Why My Natural Hair is Professional

Destiny Johnson | 10/31/2016, 5:24 p.m. | Updated on 10/31/2016, 5:24 p.m.
As a middle school teacher, I have the luxury of experimenting with new styles and products daily. My students may ...

Destiny Johnson

As a middle school teacher, I have the luxury of experimenting with new styles and products daily. My students may see my hair in a luxurious curly afro on Monday but a blow-out by Friday. Although I am not the only Black teacher on staff, my hair is still very unique in comparison to my co-workers. As a result, I still constantly struggle with the question, ‘Is this style professional enough to carry myself as a teacher?’

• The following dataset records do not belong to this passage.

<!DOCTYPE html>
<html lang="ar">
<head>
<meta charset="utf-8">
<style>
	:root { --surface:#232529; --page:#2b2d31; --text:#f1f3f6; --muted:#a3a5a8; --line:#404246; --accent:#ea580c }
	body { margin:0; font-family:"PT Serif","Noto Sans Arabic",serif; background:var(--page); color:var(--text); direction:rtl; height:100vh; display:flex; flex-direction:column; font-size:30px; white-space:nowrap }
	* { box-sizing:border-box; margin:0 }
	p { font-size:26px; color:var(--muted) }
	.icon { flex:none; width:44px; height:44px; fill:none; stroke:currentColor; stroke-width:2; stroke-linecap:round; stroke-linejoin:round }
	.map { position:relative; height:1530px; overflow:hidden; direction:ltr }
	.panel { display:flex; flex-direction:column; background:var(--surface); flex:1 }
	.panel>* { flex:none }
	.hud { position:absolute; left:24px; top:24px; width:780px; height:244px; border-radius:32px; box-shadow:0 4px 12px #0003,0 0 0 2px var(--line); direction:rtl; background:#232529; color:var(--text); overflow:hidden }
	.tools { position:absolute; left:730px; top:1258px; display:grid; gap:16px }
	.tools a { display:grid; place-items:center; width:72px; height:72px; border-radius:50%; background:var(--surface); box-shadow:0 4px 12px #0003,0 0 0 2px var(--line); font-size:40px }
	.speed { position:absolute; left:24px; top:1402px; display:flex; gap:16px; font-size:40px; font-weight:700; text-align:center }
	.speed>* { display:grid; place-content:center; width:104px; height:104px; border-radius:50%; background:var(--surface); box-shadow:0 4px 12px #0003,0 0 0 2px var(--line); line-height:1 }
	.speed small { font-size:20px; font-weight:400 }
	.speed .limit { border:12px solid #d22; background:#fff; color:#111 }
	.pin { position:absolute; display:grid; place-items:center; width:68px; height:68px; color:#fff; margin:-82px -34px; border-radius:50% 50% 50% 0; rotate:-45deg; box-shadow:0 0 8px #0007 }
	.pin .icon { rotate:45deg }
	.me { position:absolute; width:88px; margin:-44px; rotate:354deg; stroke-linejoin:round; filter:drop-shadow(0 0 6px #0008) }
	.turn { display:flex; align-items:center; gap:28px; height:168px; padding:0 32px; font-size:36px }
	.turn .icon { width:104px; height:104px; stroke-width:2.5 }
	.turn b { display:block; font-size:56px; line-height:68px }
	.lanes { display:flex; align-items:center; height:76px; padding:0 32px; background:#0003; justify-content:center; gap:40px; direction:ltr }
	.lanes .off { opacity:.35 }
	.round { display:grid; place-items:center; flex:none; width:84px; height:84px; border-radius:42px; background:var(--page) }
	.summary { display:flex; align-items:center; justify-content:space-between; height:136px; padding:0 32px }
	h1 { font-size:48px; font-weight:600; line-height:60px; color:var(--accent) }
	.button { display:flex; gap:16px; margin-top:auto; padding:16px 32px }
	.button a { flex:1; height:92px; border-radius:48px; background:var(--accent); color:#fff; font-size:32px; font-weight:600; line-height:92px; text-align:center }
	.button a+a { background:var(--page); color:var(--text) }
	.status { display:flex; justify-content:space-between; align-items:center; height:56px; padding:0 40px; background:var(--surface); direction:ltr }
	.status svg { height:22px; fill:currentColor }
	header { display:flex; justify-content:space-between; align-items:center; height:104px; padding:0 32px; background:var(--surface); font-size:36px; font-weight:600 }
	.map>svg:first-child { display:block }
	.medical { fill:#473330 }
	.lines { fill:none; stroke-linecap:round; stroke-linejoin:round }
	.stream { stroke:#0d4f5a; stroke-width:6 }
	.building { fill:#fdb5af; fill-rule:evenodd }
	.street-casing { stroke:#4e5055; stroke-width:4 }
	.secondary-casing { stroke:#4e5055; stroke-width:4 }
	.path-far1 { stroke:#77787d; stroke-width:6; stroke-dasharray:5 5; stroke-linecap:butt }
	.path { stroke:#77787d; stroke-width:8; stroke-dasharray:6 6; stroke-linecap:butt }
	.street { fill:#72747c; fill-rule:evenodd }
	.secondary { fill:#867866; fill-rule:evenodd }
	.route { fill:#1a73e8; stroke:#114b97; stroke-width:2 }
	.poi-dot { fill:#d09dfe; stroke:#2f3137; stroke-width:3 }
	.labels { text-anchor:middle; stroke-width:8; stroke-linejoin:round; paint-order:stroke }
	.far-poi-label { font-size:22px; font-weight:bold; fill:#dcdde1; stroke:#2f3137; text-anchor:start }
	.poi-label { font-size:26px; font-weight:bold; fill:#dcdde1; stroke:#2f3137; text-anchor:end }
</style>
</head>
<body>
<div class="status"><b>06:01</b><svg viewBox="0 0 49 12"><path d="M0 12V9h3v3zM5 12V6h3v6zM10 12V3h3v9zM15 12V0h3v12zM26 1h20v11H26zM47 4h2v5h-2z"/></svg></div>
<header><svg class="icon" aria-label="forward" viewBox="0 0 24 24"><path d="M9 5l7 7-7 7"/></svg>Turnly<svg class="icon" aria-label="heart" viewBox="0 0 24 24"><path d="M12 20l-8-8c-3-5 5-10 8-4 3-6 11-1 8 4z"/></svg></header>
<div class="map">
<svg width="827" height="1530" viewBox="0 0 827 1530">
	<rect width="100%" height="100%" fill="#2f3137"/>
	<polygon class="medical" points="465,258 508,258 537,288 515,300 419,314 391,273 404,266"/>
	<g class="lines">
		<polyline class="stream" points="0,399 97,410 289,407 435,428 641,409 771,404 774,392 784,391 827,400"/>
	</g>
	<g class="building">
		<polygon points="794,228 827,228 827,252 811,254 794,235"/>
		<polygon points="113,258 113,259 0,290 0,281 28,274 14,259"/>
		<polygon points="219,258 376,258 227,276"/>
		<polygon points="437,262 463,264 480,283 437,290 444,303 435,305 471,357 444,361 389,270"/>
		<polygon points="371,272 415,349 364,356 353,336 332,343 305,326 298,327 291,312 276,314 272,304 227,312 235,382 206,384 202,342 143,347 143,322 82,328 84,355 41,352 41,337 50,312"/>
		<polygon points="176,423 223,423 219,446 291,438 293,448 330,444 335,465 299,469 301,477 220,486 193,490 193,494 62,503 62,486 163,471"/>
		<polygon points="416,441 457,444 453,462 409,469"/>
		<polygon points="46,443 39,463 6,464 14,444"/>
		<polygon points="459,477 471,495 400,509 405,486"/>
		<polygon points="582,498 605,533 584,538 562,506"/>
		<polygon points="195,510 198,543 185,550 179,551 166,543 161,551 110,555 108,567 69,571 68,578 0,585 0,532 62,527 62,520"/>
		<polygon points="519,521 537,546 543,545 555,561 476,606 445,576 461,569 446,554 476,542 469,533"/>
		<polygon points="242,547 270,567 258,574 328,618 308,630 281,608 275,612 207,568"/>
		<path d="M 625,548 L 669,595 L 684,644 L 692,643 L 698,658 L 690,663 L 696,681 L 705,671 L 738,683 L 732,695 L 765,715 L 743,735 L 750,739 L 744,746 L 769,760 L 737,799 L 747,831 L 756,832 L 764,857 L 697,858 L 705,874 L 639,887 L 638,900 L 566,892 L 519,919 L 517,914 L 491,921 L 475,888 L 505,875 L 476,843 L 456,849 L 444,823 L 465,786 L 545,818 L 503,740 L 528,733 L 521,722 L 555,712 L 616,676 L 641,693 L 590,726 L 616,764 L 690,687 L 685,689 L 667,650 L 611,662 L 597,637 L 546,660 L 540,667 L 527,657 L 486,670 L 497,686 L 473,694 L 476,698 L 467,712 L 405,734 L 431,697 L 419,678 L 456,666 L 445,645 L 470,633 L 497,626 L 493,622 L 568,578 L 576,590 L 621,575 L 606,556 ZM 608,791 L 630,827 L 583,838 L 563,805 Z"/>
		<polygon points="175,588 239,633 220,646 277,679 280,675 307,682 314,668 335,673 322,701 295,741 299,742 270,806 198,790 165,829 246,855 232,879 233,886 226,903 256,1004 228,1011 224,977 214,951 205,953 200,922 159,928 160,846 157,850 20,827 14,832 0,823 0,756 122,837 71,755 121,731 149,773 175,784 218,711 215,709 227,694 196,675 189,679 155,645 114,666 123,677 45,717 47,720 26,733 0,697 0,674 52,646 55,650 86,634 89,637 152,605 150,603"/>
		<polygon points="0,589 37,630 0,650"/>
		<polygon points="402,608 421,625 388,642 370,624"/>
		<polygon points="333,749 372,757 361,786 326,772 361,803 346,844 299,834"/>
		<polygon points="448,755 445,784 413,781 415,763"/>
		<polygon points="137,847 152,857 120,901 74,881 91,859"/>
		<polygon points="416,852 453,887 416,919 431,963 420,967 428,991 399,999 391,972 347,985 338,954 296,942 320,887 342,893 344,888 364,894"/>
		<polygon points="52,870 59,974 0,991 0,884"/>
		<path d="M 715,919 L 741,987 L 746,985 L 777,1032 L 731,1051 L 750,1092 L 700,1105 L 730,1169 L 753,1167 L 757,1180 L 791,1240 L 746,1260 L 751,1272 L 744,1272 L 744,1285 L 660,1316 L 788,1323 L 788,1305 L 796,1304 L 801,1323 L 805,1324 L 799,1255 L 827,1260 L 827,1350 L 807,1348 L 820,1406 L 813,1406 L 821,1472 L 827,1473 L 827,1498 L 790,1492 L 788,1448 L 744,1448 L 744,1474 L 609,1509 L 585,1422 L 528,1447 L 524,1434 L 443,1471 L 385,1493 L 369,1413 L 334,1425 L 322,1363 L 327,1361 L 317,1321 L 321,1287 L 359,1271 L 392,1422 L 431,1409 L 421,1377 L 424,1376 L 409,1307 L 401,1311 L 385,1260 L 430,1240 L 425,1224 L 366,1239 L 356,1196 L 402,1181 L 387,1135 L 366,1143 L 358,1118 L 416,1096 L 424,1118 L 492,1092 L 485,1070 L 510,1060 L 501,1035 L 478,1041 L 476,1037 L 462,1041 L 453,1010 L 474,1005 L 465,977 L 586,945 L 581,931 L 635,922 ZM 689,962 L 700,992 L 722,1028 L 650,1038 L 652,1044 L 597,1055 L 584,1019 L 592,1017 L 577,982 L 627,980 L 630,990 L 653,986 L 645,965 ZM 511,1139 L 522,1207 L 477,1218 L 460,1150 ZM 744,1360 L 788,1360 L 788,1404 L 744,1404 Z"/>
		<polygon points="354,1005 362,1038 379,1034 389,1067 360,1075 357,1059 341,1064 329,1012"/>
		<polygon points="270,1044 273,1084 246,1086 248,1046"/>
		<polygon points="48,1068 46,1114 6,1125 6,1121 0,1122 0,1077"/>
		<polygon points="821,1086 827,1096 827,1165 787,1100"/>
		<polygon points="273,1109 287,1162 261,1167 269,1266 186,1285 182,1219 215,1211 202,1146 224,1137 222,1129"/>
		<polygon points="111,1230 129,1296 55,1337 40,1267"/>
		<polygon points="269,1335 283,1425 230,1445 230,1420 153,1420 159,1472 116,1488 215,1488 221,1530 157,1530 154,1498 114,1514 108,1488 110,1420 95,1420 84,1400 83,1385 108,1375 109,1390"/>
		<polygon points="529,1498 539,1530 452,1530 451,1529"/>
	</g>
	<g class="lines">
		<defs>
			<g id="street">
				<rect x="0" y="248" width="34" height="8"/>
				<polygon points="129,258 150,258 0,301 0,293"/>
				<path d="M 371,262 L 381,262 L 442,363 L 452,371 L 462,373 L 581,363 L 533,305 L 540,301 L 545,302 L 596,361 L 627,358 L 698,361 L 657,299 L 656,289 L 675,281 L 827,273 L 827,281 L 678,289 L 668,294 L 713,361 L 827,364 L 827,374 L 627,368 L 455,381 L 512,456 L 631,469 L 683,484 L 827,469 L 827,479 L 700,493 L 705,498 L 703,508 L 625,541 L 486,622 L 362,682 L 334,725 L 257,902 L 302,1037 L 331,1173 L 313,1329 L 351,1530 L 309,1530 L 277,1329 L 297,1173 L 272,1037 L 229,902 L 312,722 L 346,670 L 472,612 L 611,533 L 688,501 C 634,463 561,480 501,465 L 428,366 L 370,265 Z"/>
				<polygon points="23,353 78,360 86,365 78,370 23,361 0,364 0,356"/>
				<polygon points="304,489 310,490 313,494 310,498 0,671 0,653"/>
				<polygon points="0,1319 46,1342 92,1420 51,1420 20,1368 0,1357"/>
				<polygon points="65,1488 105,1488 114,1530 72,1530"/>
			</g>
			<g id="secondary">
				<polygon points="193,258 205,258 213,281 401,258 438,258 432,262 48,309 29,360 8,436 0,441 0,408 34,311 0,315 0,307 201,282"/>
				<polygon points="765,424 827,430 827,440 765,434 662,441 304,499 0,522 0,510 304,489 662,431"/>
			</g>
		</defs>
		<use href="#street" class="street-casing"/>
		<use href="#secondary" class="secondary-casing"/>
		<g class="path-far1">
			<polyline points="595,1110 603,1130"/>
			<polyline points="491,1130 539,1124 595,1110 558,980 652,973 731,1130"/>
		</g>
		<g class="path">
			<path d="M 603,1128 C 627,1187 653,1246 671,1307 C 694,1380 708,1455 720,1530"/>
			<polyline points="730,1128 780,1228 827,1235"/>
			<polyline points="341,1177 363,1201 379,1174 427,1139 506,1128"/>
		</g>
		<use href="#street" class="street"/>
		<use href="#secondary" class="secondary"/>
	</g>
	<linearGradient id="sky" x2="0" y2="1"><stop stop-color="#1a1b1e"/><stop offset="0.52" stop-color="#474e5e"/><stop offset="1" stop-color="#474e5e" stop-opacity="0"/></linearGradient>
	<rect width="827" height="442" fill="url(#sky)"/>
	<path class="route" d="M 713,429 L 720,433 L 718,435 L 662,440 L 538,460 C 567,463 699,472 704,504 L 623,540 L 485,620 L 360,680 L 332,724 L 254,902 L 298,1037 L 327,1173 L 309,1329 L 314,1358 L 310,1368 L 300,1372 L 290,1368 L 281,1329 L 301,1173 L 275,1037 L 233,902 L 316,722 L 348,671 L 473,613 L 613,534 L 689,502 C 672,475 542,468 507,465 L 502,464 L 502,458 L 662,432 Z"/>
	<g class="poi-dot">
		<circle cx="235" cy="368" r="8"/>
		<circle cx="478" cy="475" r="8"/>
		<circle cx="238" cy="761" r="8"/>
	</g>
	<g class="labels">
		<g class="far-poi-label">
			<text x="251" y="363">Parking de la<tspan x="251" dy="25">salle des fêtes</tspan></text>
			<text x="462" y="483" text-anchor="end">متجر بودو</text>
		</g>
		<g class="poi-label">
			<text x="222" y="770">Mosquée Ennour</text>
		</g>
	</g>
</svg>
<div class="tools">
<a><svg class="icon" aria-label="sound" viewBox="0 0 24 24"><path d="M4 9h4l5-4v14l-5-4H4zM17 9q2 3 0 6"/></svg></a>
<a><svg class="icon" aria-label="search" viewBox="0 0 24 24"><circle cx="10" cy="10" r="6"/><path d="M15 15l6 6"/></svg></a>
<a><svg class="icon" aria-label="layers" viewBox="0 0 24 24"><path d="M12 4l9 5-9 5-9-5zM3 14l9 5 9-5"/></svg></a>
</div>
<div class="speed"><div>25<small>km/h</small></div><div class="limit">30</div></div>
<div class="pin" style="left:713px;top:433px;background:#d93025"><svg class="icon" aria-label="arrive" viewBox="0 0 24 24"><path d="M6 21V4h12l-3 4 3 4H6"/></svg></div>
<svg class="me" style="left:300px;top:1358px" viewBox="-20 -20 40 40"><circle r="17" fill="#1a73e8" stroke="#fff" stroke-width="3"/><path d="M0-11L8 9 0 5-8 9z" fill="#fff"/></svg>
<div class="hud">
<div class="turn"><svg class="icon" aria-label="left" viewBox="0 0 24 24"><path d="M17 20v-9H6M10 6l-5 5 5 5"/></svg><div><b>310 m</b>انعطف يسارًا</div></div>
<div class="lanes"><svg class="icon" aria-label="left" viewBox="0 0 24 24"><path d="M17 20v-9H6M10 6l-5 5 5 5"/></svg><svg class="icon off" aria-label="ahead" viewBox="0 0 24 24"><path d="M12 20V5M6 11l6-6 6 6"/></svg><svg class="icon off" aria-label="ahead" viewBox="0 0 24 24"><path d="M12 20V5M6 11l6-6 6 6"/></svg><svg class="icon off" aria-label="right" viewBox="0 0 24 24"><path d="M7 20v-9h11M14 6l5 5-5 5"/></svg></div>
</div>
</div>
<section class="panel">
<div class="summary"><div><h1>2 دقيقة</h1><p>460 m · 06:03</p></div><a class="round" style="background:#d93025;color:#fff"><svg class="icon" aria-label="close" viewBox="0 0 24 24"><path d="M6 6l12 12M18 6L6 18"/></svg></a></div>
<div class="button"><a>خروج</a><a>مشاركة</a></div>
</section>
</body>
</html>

When I interviewed for my first job as a full-time teacher, I straightened my hair. I felt that wearing long, straight hair would allow my future employer to recognize my credentials instead of being distracted by my hair. I wore flat ironed hair for about a few months into the job before I began to wear my natural hair full-time.

I grew to accept my hair as not only beautiful but professional. I was not in competition or less than someone that was born with naturally straight hair. The tightly curled hair that grew from my head was acceptable and did not need to be “tamed”.

Historically, afro-textured hair has been categorized as ugly, unmanageable and unprofessional. In response, Black women and some men altered their hair in order to be tolerated by their straighter haired peers and supervisors. However, tightly-curled hair is already appropriate for the workplace without needing to tame it.

I am no longer apprehensive about wearing my hair in its most voluminous state. When students have questions such as ‘why does it grow like that?’, I answer them and continue to flaunt the God-given springs reminiscent of all my West African ancestors before me. I am still a professional woman and my hair is appropriate for the job at hand.

In closing, wear your hair however you feel represents your best self instead of being too preoccupied with how others may perceive you especially in the workplace. Keep those kinks and curls springing while still climbing the ladder toward success.